P. Carlos Cardó SJ
El
juez y la viuda, ilustración de autor anónimo, publicada por Pacific Press
Publishing Company (1900)
En aquel tiempo, Jesús, para explicar a los discípulos cómo tenían que orar siempre sin desanimarse, les propuso esta parábola:
«Había un juez en una ciudad que ni temía a Dios ni le importaban los hombres. En la misma ciudad había una viuda que solía ir a decirle: "Hazme justicia frente a mi adversario"; por algún tiempo se negó, pero después se dijo: "Aunque ni temo a Dios ni me importan los hombres, como esa viuda me está fastidiando, le haré justicia, no vaya a acabar pegándome en la cara"».
El Señor añadió: «Fijaos en lo que dice el juez injusto; pues Dios, ¿no hará justicia a sus elegidos que le gritan día y noche?, ¿o dejará que esperen? Les digo que les hará justicia sin tardar. Pero cuando venga el Hijo del Hombre, ¿encontrará fe sobre la tierra? ».

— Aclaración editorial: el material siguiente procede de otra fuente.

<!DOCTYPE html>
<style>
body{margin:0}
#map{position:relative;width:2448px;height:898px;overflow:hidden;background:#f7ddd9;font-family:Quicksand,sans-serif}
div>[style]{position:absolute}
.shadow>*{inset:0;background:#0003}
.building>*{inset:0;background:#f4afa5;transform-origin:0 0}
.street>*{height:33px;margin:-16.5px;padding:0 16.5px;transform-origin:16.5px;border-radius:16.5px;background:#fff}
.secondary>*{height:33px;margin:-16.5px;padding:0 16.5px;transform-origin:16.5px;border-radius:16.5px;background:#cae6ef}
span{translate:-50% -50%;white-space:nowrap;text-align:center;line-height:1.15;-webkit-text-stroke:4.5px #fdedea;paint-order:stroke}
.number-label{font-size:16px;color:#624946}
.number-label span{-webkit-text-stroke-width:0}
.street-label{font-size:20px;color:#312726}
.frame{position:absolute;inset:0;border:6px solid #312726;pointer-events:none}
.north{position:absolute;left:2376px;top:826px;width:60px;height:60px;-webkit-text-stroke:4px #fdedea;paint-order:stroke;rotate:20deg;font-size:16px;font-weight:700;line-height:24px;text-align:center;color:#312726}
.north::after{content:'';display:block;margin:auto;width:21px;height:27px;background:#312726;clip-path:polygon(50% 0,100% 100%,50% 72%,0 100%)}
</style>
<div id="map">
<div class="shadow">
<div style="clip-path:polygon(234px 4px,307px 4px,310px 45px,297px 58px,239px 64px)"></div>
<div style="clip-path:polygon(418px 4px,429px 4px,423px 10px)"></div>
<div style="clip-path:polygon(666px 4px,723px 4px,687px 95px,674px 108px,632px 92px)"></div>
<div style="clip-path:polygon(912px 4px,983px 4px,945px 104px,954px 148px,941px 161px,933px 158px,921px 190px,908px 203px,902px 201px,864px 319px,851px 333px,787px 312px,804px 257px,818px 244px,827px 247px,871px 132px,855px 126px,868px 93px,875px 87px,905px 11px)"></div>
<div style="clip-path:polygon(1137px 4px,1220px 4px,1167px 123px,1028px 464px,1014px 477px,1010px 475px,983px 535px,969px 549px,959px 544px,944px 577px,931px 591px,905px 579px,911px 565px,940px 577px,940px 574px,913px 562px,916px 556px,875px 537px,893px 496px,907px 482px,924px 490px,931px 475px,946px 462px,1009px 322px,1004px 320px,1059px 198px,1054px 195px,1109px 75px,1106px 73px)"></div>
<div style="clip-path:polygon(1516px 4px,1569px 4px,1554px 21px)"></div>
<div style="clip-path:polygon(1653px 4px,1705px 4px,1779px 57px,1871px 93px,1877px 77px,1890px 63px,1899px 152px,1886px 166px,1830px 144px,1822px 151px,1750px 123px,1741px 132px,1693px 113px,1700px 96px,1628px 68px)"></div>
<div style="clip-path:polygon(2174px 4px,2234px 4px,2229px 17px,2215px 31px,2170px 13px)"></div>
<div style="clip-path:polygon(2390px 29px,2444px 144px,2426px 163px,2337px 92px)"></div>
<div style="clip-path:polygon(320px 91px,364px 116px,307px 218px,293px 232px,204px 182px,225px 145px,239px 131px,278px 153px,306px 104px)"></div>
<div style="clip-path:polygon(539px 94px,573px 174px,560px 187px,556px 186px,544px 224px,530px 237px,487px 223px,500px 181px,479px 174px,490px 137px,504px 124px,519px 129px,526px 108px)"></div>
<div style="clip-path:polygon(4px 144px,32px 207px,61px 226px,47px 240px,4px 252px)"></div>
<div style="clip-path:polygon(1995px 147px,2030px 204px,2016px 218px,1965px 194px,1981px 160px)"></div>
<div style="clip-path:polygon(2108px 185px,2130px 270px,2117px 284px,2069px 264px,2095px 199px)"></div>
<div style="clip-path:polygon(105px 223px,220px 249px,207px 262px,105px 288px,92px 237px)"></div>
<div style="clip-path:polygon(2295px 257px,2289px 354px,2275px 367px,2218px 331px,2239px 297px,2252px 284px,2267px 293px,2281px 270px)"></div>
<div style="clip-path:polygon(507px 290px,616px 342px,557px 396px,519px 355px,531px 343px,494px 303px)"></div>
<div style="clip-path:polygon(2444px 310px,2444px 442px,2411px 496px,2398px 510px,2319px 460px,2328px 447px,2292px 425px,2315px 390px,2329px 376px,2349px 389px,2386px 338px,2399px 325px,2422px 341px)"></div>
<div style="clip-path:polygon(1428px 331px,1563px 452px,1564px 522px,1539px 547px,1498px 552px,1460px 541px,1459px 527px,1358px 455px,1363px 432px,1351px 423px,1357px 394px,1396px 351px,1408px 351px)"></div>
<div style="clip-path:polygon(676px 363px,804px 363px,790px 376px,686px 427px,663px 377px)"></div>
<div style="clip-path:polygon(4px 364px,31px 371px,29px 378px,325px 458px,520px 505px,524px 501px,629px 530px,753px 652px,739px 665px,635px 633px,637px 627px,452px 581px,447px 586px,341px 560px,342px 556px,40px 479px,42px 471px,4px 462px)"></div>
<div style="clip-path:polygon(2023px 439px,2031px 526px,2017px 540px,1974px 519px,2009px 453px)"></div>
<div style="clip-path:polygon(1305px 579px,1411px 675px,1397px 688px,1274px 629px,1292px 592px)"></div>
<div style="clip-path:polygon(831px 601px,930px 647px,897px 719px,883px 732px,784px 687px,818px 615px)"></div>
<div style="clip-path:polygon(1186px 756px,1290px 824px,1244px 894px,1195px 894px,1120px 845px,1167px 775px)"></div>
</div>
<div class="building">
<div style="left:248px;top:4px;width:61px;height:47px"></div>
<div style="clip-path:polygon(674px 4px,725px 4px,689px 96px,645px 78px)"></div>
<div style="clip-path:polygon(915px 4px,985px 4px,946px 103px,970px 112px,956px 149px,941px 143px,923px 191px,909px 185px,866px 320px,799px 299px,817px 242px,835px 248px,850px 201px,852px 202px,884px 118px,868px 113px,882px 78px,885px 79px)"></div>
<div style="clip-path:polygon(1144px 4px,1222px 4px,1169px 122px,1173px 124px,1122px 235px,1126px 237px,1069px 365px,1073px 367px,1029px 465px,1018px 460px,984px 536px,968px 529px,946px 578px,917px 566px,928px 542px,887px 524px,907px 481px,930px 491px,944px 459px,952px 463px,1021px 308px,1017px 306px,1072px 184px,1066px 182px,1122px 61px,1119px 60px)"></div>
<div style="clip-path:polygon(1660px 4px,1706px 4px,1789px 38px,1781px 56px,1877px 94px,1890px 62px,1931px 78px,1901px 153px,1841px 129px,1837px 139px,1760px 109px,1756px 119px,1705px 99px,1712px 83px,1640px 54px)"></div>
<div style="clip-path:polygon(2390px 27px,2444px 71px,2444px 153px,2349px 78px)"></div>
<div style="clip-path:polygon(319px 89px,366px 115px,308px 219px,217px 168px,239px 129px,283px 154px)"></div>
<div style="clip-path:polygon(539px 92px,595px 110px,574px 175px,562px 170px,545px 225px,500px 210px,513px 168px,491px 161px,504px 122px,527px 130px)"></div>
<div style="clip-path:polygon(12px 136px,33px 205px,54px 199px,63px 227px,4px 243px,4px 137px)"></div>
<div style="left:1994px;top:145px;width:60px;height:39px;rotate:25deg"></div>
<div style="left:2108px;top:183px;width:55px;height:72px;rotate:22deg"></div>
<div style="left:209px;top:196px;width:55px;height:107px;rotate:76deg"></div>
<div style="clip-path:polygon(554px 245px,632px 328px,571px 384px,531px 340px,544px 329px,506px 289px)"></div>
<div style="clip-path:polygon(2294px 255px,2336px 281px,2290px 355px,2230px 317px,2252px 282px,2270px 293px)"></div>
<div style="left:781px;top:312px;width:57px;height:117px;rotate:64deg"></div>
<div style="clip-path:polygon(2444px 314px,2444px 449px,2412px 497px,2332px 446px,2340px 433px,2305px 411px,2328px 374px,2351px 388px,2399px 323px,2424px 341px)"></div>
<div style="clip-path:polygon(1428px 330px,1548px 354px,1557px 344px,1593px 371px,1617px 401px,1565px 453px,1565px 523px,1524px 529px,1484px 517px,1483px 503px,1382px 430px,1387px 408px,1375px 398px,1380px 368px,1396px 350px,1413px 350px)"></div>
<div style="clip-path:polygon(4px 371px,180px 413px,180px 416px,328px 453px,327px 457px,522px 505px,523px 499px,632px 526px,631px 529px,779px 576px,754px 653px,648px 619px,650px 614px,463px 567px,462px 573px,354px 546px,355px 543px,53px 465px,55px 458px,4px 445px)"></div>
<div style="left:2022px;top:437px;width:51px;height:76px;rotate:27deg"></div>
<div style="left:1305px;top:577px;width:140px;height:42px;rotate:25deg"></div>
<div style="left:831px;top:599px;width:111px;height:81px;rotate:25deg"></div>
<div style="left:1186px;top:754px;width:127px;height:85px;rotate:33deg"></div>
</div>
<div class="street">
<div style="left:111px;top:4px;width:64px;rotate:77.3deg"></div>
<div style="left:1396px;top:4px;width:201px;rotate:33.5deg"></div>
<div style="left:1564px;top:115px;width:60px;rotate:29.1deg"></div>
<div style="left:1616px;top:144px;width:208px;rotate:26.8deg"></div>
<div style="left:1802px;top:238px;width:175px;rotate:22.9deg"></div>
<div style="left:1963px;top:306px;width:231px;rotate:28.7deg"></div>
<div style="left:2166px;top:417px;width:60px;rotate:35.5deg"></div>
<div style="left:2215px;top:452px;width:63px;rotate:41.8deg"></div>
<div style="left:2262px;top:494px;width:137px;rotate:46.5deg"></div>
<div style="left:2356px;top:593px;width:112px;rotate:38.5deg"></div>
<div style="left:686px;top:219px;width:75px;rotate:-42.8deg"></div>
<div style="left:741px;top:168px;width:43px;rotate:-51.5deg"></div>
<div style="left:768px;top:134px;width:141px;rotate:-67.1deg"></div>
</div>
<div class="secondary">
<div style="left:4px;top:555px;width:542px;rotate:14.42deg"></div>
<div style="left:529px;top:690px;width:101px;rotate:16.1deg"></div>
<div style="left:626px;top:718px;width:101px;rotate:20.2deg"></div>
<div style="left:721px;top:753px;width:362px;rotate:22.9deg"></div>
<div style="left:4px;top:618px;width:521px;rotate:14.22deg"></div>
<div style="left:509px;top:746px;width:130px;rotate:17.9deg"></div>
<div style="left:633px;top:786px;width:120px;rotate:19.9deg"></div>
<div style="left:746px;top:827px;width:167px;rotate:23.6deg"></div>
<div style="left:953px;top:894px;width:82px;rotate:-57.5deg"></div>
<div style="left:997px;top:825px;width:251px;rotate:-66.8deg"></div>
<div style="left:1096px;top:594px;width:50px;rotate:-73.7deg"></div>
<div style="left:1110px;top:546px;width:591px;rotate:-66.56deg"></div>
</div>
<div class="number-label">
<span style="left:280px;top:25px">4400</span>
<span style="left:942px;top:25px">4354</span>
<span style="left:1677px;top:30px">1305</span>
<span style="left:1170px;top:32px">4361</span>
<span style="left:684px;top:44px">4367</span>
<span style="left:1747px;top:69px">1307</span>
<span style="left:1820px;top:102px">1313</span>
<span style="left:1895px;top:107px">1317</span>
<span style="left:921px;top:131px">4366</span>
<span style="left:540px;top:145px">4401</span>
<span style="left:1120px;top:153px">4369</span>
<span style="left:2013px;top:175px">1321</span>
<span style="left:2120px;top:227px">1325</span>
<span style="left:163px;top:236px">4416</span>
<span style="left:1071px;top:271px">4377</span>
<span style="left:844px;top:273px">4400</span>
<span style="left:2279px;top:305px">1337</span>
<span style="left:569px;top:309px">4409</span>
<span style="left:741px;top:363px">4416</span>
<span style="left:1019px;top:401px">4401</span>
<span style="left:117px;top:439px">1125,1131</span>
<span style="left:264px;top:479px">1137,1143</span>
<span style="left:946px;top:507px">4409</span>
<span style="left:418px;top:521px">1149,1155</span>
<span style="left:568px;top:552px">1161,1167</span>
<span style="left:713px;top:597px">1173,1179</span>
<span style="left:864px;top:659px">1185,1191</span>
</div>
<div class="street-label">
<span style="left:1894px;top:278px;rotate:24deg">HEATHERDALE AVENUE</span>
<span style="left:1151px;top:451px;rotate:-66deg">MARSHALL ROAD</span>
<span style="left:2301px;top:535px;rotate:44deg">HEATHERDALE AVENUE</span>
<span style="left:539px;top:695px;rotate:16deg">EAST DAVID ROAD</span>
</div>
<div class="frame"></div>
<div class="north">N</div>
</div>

A veces nos preguntamos por qué Dios no escucha nuestras oraciones
y no interviene para resolver nuestros problemas o cambiar nuestra suerte. La parábola
del juez y la viuda hace ver la eficacia de la oración que alimenta la
confianza del creyente.
Esta parábola es similar a la del hombre que va a medianoche a
casa de su amigo para pedirle tres panes, porque le ha llegado un huésped y no
tiene con qué atenderlo. (Lc 11,5-8).
Si el dueño de casa no se levanta a dárselos por ser su amigo, lo hará al menos
para que no siga molestando. Asimismo, en el presente texto, el juez inicuo que
hacía oídos sordos a las súplicas de la pobre viuda, le hará justicia al menos
para que no vuelva a buscarlo. Con ambas parábolas Jesús inculca la necesidad
de orar siempre con confianza y perseverancia (Flp 1,4; Rom 1,10; Col 1,3; 2 Tes 1,11).
Un dato significativo es que se trata de una viuda, que en la
Biblia representa el estamento más desamparado de la sociedad (Ex 22,21-24; Is 1,17.23; Jr 7,6). En
este caso, la viuda, sin esposo ni hijos que la defiendan, enfrenta a un
enemigo. La pobre no puede hacer otra cosa que suplicar con insistencia que se
le haga justicia. La parábola concluye: si un juez inmoral termina por atender
a la viuda, ¿qué no hará Dios por sus hijos e hijas que claman a Él día y noche? (Dt 10,17-18; Eclo 35,12-18).
La parábola no puede ser interpretada como una invitación a la
pasividad. La viuda pone todo de su parte para resolver su problema, insiste
hasta la saciedad ante el juez, reclamándole justicia. Por consiguiente, la fe
y la oración no consisten en endosarle a Dios lo que corresponde a la propia
responsabilidad y esfuerzo. La fe y la oración no nos eximen de tener que poner
los medios a nuestro alcance para solucionar nuestras necesidades; tampoco nos
retiran del mundo que debemos procurar transformar.
La fe y la oración nos llevan a enfrentar los problemas, a poner
solidariamente nuestros talentos al servicio del prójimo que nos necesita y al
servicio de la sociedad, a leer desde el evangelio nuestra realidad y a
inspirar nuestras acciones con los criterios y valores del reino proclamado por
Jesús. Oración y esfuerzo personal son inseparables y se determinan por entero
a la consecución de su objetivo: ver a Dios en todo y verlo todo en Dios, vivir
unido a Él en el propio interior, en las relaciones con los demás y en la
actuación y trabajo.
De este modo, la fe es el fundamento de la oración y la oración
robustece la fe. Por eso el creyente sabe que, después de haber puesto todo lo
que está de su parte para hallar solución a los problemas, como si todo dependiera
de él, debe abandonarlo todo en manos de Aquel que ve finalmente lo que más nos
conviene y hará mucho más que lo que nuestras débiles fuerzas pueden lograr.
Leyendo páginas bíblicas como ésta se puede ver que Dios no es un
omnipotente impasible, sino un ser que se inclina y hace suya la suerte de sus
hijos e hijas que levantan los ojos a Él esperando su misericordia (cf. Salmo 122). Dios escucha sus súplicas.
Por eso el pasaje que comentamos se cierra con esta frase lapidaria de Jesús: ¿Dios no hará justicia a sus elegidos que le
gritan día y noche? ¿Los hará esperar? Les digo que les hará justicia sin
tardar (Lc 18,7).
El cristiano, consciente de la compañía y providencia de Dios, no
debe desfallecer sino insistir en la oración, pidiendo fuerza para perseverar.
Sólo la oración lo mantendrá firme en la esperanza.